Eternal Suffering does have a point. A huge valid point. Eternal suffering is life without God, It is when a person refuses to accept God, and choose to live without him.

It is choosing love of self, love of sin, over the love of God. It is when you would rather live in a state of unhappiness then to repent and confess and forego sin.

The reason for Eternal Suffering is all through the bible. It is told, you choose to serve your father, you father is Satan.

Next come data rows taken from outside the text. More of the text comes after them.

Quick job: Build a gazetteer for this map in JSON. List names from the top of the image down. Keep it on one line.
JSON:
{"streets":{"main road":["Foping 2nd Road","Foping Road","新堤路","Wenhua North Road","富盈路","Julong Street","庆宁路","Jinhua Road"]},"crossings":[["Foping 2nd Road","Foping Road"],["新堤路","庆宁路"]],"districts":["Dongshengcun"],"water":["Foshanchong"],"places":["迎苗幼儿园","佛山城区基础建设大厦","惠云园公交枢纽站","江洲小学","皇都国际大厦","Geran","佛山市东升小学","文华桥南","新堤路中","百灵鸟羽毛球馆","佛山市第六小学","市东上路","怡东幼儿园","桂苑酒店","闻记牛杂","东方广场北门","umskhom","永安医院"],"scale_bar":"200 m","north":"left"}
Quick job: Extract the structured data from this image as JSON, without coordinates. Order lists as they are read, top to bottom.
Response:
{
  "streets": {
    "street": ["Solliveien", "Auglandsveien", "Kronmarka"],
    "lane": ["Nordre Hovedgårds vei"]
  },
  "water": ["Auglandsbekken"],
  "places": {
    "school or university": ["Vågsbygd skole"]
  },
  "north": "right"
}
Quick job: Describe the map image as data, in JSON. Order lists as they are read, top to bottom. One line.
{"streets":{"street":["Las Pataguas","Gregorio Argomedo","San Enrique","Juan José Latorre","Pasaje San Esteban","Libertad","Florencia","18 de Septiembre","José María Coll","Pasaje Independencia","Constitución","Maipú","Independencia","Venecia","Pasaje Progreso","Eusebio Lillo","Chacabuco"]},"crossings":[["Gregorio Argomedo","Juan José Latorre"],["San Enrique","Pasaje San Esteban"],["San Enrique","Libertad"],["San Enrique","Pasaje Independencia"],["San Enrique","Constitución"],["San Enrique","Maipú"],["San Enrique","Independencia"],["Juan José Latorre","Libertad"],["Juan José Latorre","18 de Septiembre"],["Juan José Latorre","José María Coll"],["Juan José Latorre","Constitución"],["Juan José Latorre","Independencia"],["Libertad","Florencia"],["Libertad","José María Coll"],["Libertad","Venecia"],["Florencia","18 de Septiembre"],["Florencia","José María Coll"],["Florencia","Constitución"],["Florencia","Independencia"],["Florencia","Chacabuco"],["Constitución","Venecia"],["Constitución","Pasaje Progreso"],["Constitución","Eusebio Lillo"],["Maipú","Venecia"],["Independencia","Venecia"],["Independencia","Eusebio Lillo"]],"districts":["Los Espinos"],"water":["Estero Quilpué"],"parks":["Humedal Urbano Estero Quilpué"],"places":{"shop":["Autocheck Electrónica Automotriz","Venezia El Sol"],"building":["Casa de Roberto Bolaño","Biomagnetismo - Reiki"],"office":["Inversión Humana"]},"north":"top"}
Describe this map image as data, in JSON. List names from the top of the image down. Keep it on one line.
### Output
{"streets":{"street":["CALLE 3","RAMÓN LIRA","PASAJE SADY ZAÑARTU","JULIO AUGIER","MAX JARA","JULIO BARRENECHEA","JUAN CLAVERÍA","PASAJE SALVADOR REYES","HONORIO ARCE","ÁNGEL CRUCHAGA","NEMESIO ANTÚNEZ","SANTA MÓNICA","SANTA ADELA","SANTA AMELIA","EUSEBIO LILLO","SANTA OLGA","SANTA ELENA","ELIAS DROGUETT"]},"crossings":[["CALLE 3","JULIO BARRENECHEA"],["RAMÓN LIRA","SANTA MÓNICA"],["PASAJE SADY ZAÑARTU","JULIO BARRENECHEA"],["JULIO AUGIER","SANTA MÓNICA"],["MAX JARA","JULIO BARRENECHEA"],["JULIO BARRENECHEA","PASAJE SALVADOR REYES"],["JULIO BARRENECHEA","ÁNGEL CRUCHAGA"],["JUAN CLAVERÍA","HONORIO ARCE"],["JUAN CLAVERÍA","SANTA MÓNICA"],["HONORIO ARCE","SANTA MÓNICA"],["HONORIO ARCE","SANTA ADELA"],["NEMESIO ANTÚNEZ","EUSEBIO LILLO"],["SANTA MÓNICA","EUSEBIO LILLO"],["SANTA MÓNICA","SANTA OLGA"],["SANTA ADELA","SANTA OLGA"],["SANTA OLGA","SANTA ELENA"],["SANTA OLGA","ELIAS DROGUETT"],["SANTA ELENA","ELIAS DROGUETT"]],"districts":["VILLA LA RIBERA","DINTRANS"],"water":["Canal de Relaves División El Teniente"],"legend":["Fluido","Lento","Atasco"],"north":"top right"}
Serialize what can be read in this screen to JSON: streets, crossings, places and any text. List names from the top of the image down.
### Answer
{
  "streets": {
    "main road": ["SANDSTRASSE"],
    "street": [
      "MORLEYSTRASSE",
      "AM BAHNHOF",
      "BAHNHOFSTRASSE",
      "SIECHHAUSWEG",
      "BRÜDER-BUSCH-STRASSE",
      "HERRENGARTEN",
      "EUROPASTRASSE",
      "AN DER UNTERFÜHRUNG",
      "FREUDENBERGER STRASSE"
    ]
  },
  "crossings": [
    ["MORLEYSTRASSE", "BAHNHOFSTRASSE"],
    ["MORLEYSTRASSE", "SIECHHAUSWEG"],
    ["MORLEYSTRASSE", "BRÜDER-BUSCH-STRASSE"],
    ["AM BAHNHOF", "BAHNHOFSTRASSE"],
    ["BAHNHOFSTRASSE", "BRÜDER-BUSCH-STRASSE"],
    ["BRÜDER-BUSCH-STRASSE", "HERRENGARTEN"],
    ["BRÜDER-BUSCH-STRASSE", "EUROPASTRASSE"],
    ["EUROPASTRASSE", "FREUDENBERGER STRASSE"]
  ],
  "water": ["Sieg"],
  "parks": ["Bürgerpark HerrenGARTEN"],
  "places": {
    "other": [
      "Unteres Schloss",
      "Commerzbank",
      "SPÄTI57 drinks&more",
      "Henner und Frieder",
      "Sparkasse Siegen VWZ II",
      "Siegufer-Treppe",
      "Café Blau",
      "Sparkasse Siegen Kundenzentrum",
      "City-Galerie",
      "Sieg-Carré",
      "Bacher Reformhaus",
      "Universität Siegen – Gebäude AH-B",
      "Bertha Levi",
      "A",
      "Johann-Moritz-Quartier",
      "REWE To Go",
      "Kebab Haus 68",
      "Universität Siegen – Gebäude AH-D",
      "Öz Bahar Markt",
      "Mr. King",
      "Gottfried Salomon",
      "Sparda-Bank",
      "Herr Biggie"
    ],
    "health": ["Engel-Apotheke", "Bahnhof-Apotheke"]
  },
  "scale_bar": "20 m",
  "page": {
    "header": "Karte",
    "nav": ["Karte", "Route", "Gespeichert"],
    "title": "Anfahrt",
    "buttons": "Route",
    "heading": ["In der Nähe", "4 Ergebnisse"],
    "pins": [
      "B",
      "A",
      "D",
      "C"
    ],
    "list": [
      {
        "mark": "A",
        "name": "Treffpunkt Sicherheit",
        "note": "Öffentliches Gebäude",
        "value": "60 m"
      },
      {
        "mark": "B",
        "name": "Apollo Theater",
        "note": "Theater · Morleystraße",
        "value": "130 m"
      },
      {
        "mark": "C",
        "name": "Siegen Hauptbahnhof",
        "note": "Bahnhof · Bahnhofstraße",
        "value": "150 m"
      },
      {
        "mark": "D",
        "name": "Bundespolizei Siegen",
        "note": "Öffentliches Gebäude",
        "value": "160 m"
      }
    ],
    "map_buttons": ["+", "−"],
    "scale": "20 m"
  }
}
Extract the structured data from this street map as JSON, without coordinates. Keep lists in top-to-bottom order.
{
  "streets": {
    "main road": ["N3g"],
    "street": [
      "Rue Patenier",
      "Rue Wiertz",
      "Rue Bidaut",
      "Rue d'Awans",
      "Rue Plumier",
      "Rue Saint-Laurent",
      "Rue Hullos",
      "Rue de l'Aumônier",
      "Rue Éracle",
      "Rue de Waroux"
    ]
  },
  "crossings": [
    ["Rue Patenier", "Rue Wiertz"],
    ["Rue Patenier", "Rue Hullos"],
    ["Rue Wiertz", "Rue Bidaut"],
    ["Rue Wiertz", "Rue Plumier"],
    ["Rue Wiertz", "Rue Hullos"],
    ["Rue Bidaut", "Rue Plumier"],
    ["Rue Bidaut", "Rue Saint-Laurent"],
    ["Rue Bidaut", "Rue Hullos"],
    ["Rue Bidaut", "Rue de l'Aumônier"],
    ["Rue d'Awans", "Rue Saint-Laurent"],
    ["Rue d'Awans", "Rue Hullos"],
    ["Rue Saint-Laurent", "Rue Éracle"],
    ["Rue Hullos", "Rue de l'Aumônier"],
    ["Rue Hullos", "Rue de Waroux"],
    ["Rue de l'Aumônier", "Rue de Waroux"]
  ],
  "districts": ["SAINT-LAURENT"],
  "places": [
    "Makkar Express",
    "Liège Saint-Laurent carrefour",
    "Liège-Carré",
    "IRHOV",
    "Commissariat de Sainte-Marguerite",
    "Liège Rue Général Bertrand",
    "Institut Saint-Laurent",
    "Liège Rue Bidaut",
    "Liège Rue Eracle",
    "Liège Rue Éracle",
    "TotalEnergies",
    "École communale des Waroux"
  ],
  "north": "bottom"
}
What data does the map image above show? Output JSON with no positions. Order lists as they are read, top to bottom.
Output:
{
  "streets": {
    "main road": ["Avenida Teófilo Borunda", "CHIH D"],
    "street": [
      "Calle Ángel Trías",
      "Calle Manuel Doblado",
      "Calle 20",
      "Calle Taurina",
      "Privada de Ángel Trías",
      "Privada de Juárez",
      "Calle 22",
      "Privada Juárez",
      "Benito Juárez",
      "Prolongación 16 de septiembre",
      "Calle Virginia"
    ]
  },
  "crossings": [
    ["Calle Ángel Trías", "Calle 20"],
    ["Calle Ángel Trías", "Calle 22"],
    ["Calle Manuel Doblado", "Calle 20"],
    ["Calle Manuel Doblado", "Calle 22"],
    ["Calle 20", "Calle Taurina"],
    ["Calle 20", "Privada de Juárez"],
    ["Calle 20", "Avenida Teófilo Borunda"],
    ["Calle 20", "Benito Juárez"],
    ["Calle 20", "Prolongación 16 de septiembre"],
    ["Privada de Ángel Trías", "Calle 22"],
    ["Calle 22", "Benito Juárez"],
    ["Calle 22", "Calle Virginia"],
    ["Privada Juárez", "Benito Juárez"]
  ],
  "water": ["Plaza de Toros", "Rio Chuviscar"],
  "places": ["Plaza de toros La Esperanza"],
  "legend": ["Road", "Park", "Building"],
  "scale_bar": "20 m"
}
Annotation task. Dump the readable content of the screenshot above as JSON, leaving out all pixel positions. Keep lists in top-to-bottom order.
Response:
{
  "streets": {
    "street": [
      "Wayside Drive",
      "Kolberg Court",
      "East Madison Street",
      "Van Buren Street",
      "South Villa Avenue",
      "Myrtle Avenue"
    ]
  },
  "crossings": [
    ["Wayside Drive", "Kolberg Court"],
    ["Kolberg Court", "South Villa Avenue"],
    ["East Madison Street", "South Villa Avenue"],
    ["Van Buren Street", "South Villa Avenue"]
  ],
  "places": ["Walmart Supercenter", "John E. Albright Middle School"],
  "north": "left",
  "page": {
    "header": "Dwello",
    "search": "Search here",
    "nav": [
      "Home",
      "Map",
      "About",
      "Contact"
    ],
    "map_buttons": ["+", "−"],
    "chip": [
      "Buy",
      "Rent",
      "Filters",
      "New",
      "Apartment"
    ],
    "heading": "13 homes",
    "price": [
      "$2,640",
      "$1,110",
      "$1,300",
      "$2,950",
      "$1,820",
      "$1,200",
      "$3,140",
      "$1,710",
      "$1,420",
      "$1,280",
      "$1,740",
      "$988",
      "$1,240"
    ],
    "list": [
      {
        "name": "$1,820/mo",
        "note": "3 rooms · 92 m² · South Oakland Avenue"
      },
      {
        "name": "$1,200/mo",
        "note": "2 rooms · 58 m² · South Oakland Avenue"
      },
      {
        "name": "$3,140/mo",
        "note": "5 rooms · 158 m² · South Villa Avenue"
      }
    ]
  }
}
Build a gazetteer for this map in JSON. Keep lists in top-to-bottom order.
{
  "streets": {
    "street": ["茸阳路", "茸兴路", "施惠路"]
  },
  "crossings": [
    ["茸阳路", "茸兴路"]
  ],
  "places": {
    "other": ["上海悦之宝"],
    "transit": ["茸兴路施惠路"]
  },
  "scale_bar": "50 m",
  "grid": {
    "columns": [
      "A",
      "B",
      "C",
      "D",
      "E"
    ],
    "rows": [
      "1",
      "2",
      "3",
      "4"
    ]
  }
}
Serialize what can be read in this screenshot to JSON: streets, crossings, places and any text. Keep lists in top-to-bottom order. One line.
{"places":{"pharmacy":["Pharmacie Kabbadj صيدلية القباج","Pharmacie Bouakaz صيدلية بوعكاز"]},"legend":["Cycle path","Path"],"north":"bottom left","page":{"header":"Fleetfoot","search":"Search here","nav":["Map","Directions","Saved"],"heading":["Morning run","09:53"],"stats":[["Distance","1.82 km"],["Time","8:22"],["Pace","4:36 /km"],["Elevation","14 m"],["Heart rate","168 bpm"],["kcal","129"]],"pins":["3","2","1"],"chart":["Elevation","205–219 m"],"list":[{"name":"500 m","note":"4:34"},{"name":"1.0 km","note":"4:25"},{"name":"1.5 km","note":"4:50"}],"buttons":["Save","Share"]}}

If you choose to serve God you have eternal life with him, if not eternal life without him.
If the point of endless hell is to enable people to choose endless hell, it means God desires endless suffering for its own sake. That is profoundly evil. God is not evil, so this can’t be the point of hell.
 
You want a reason to believe in Original Sin. Let me turn this around. In the beginning the world was pure and perfect and was paradise. There was no sin, no death, and no hard labor.
What is your historical evidence for the above statement?
Now you show me how Original Sin never existed, nor sin exists, and how this world is the Garden of Eden
.
You are stating the positive here. Please show me how original sin existed?
 
Exactly, it is a false assumption. That is why we as Catholic’s are taught there is always a great purpose in suffering,

Just because we cannot always know the purpose of our pain, does in no way make the pain unreal.
Hi rinnie,

I don’t know about you, but looking back all of my suffering was because I had to do things the wrong way to discover the right way. How about you, brother?
The purpose of hell is the rejection of God.
People choose to reject God in this world by using free will, the same way they do it in the next.
Yes, we have the illusion that we are freely choosing to reject God, but people do this unwittingly. Can you describe someone rejecting God knowingly and willingly?

It doesn’t happen, in my observations, but I could be wrong.

How about this?

Q: Is eternal suffering pointless? A: for an individual, yes.

Q: Is the threat of eternal suffering a help to control society? Yes, probably.